O envolvimento dos chineses da Hainan Airlines (HNA Group) na TAP está, para já, limitado ao financiamento da empresa portuguesa, concretizado através de um empréstimo obrigacionista de 90 milhões de euros. A HNA controla cerca de 23,7% da companhia Azul, do empresário David Neeleman, que é um dos investidores do consórcio Gateway que venceu a privatização da TAP.

O financiamento à TAP foi aprovado pela ANAC (Autoridade Nacional de Aviação Civil), mas o regulador ainda não se pronunciou sobre a conversão deste empréstimo em capital. Esta possibilidade está prevista nas condições da operação e faria da HNA um acionista indireto da transportadora portuguesa, através da participação que detém na Azul que é acionista do consórcio Gateway que, por sua vez, comprou uma participação na TAP.

De acordo com o jornal Expresso, o grupo chinês estará impedido de vir a participar no capital da TAP. No entanto, e segundo explicou ao Observador fonte oficial do regulador, essa operação — a conversão das obrigações em ações da TAP por parte da companhia chinesa — não foi objeto de análise e quando for notificada terá de ser avaliada à luz das regras europeias.

Em causa está o regulamento que determina que mudanças acionistas em companhias aéreas têm de ser validadas pelo regulador nacional. O mesmo regulamento (nº 1008/2008) impede que investidores não europeus detenham mais de 49% de empresas europeias de aviação. A ANAC ainda está a avaliar o cumprimento das regras europeias por parte do consórcio Gateway no que diz respeito à compra de 61% do capital da TAP, a única transação que foi notificada nos termos da legislação europeia.

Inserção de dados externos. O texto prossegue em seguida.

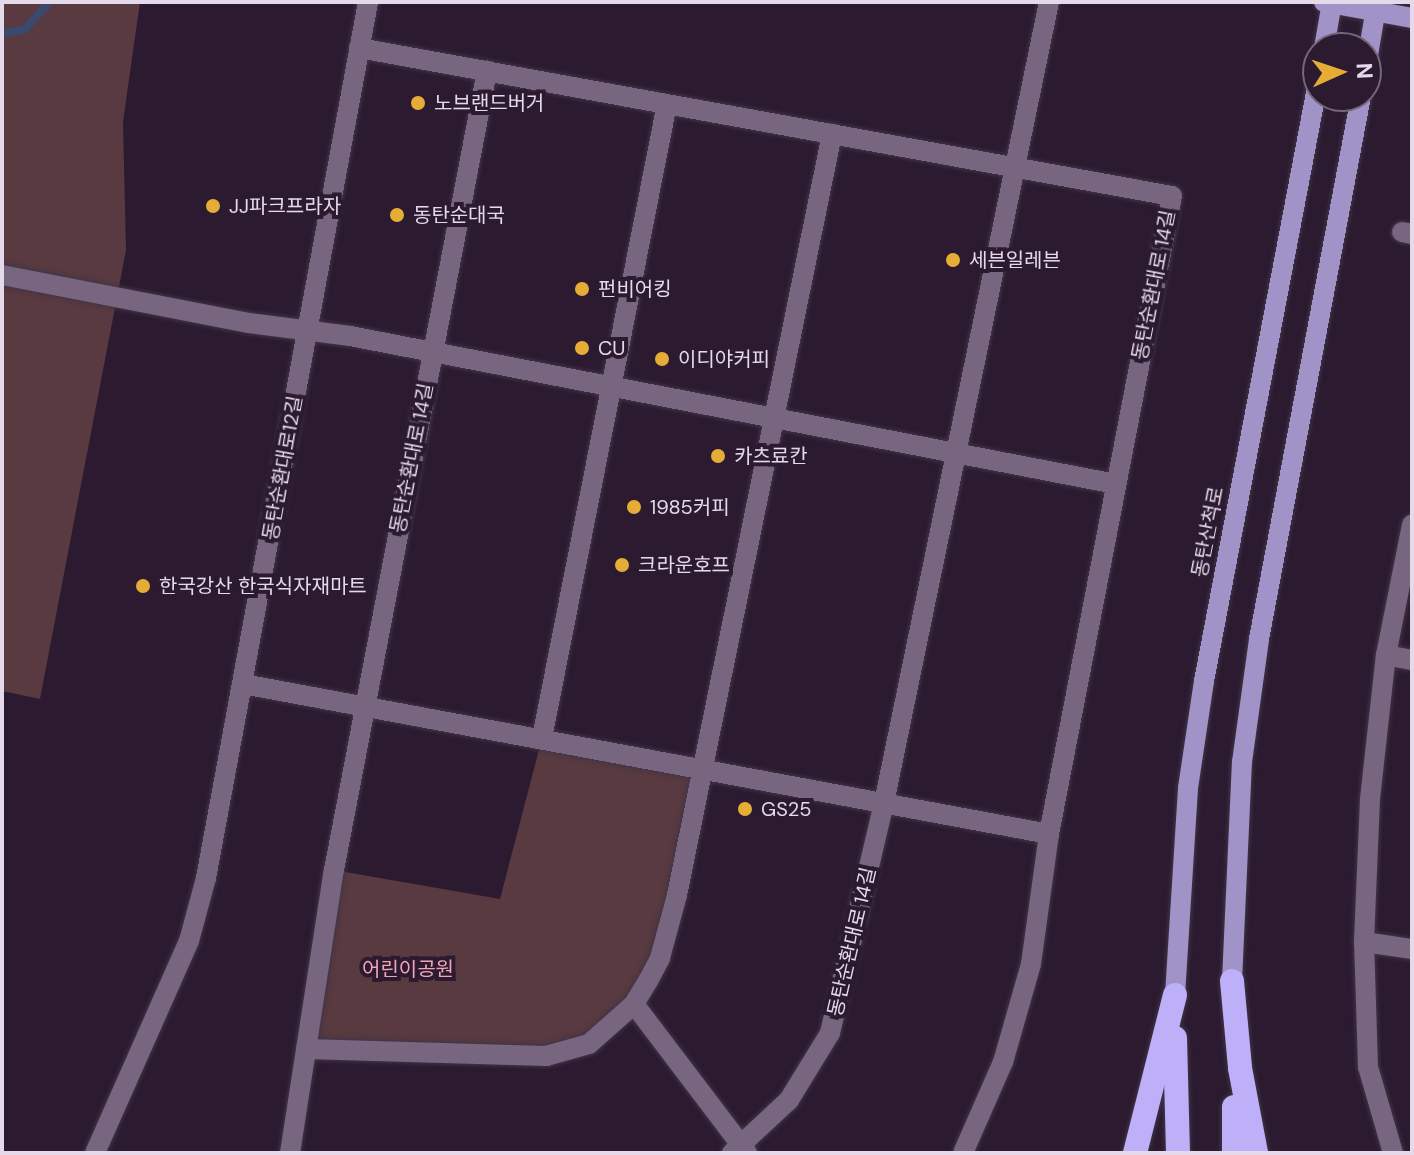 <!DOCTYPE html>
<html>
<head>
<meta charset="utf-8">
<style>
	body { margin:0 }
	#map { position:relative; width:1414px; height:1155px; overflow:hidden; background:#2b1a30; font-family:"DM Sans","Noto Sans KR",sans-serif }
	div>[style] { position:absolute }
	.green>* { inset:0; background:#583a40 }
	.stream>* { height:8px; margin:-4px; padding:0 4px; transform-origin:4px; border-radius:4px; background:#3b496c }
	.roads { filter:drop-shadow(0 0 2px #413446) drop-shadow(0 0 2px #413446) }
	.minor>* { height:20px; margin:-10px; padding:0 10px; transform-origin:10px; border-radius:10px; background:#78657f }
	.major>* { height:20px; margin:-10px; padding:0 10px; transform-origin:10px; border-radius:10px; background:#a192c8 }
	.highway>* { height:24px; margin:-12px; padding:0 12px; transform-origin:12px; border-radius:12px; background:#bdb0f8 }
	.dots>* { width:22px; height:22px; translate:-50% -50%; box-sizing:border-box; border:4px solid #2b1a30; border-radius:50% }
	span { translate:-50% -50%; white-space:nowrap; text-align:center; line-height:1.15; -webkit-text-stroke:8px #2b1a30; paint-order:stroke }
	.poi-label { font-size:20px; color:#e5dae9 }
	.left { translate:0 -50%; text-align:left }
	.street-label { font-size:20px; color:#e5dae9 }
	.park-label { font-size:20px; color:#f1a5b4 }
	.frame { position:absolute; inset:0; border:4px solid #e5dae9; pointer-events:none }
	.north { position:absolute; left:1302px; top:32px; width:80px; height:80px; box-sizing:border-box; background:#2b1a30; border:2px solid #75677a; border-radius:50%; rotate:87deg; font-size:22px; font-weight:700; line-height:32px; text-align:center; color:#e5dae9 }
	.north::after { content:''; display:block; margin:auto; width:28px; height:36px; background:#e6ad36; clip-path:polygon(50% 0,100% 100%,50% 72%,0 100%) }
</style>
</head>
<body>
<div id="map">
	<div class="green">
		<div style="clip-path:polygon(2px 2px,140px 2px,123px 122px,126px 250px,40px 699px,2px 691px)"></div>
		<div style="clip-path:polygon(542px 738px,703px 769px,660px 958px,589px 1044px,546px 1056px,306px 1049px,334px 870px,500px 899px)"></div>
	</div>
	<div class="stream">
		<div style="left:2px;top:34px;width:24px;rotate:-12deg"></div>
		<div style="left:25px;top:29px;width:36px;rotate:-48deg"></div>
	</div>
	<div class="roads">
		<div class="minor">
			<div style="left:359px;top:48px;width:826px;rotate:10.32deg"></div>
			<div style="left:1172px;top:196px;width:650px;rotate:100.91deg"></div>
			<div style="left:1049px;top:834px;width:131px;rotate:97.9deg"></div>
			<div style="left:1031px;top:964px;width:102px;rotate:105.9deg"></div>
			<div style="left:1003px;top:1062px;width:99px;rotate:113.7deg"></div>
			<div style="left:1402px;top:232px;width:10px;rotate:11deg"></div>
			<div style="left:2px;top:275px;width:252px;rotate:11deg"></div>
			<div style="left:249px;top:323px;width:102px;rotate:7.3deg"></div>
			<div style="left:350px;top:336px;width:780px;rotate:10.94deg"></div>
			<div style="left:1386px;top:655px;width:26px;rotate:11deg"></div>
			<div style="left:243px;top:684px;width:820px;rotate:10.54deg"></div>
			<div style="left:542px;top:738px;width:646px;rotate:-78.85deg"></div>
			<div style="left:1364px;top:942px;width:49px;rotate:8.3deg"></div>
			<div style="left:634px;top:1004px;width:187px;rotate:52.8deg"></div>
			<div style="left:306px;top:1049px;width:240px;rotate:1.7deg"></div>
			<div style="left:546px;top:1056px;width:45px;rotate:-15.6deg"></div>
			<div style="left:589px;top:1044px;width:60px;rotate:-41.6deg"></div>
			<div style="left:634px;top:1004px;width:27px;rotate:-59deg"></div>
			<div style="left:648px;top:981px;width:26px;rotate:-62deg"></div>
			<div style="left:660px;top:958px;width:65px;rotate:-74.9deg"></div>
			<div style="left:677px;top:895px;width:777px;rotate:-78.49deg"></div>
			<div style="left:95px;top:1153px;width:232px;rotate:-66.1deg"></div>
			<div style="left:189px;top:941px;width:65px;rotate:-74.9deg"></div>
			<div style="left:206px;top:878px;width:891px;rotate:-79.52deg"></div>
			<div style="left:290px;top:1153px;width:286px;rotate:-81.2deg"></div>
			<div style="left:334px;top:870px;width:814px;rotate:-79.16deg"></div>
			<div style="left:732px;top:1153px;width:78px;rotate:-42.9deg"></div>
			<div style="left:789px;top:1100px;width:79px;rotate:-58.5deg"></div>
			<div style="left:830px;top:1033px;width:236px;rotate:-76.8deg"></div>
			<div style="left:884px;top:803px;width:818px;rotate:-78.36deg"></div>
			<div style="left:1393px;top:1153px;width:90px;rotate:-106.2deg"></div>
			<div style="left:1368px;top:1067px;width:125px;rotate:-91.8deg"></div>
			<div style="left:1364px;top:942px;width:143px;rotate:-87.6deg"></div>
			<div style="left:1370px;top:799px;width:145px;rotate:-83.7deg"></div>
			<div style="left:1386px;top:655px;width:133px;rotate:-78.7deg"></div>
		</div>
		<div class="major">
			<div style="left:1324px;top:2px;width:89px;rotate:10.3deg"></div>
			<div style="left:1324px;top:48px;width:47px;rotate:-80.1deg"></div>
			<div style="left:1366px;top:67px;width:66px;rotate:-80.4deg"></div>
			<div style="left:1232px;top:981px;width:219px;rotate:-87.4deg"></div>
			<div style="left:1242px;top:762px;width:124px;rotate:-82.1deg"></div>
			<div style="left:1259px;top:639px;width:552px;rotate:-79.36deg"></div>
			<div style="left:1175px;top:995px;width:207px;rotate:-86.4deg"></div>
			<div style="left:1188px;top:788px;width:108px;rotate:-81.5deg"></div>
			<div style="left:1204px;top:681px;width:610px;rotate:-79.22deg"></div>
		</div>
		<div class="highway">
			<div style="left:1232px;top:981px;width:87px;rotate:84.7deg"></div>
			<div style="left:1240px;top:1068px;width:86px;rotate:79.3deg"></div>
			<div style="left:1175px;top:1038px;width:115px;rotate:88.5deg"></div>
			<div style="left:1234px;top:1107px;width:46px;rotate:90deg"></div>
			<div style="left:1135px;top:1153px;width:163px;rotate:-75.8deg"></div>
		</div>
	</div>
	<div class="dots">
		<div style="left:418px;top:103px;background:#e6ad36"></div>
		<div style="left:213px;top:206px;background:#e6ad36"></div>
		<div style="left:397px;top:215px;background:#e6ad36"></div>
		<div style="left:953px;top:260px;background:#e6ad36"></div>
		<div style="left:582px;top:289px;background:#e6ad36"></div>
		<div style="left:582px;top:348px;background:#e6ad36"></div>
		<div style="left:662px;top:359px;background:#e6ad36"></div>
		<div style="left:718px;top:456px;background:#e6ad36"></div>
		<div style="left:634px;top:507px;background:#e6ad36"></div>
		<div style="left:622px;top:565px;background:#e6ad36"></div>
		<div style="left:143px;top:586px;background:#e6ad36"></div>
		<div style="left:745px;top:809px;background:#e6ad36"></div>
	</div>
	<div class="poi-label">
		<span class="left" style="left:434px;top:103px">노브랜드버거</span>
		<span class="left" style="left:229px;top:206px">JJ파크프라자</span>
		<span class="left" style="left:413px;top:215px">동탄순대국</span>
		<span class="left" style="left:969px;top:260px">세븐일레븐</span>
		<span class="left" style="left:598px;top:289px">펀비어킹</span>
		<span class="left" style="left:598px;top:348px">CU</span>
		<span class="left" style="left:678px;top:359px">이디야커피</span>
		<span class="left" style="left:734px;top:456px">카츠료칸</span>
		<span class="left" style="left:650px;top:507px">1985커피</span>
		<span class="left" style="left:638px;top:565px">크라운호프</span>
		<span class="left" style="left:159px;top:586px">한국강산 한국식자재마트</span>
		<span class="left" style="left:761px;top:809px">GS25</span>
	</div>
	<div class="street-label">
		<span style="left:1154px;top:285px;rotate:-79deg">동탄순환대로 14길</span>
		<span style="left:412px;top:458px;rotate:-79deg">동탄순환대로 14길</span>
		<span style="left:283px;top:468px;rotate:-80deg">동탄순환대로12길</span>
		<span style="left:1208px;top:532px;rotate:-79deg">동탄산척로</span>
		<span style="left:852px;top:942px;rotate:-77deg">동탄순환대로 14길</span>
	</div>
	<div class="park-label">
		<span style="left:408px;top:969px">어린이공원</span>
	</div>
	<div class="frame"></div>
	<div class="north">N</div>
</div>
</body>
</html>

Foi no âmbito desta análise que a ANAC aprovou uma deliberação, em fevereiro passado, que limita durante três meses a autonomia da gestão e dos acionistas da TAP, submetendo as decisões consideradas extraordinárias ao seu parecer prévio. A operação de recapitalização da companhia, através de um empréstimo obrigacionista, foi abrangida por esta deliberação.

Empréstimo acionista à TAP aprovado

O regulador acabou por aprovar a entrada de 90 milhões de euros na TAP, via empréstimo subscrito pelos acionistas privados que foi já aprovado na assembleia-geral da transportadora. O valor total desta emissão de obrigações é de 120 milhões de de euros, incluindo a tranche que o Estado português poderá subscrever ao abrigo do memorando assinado já entre o governo socialista e os acionistas privados da TAP.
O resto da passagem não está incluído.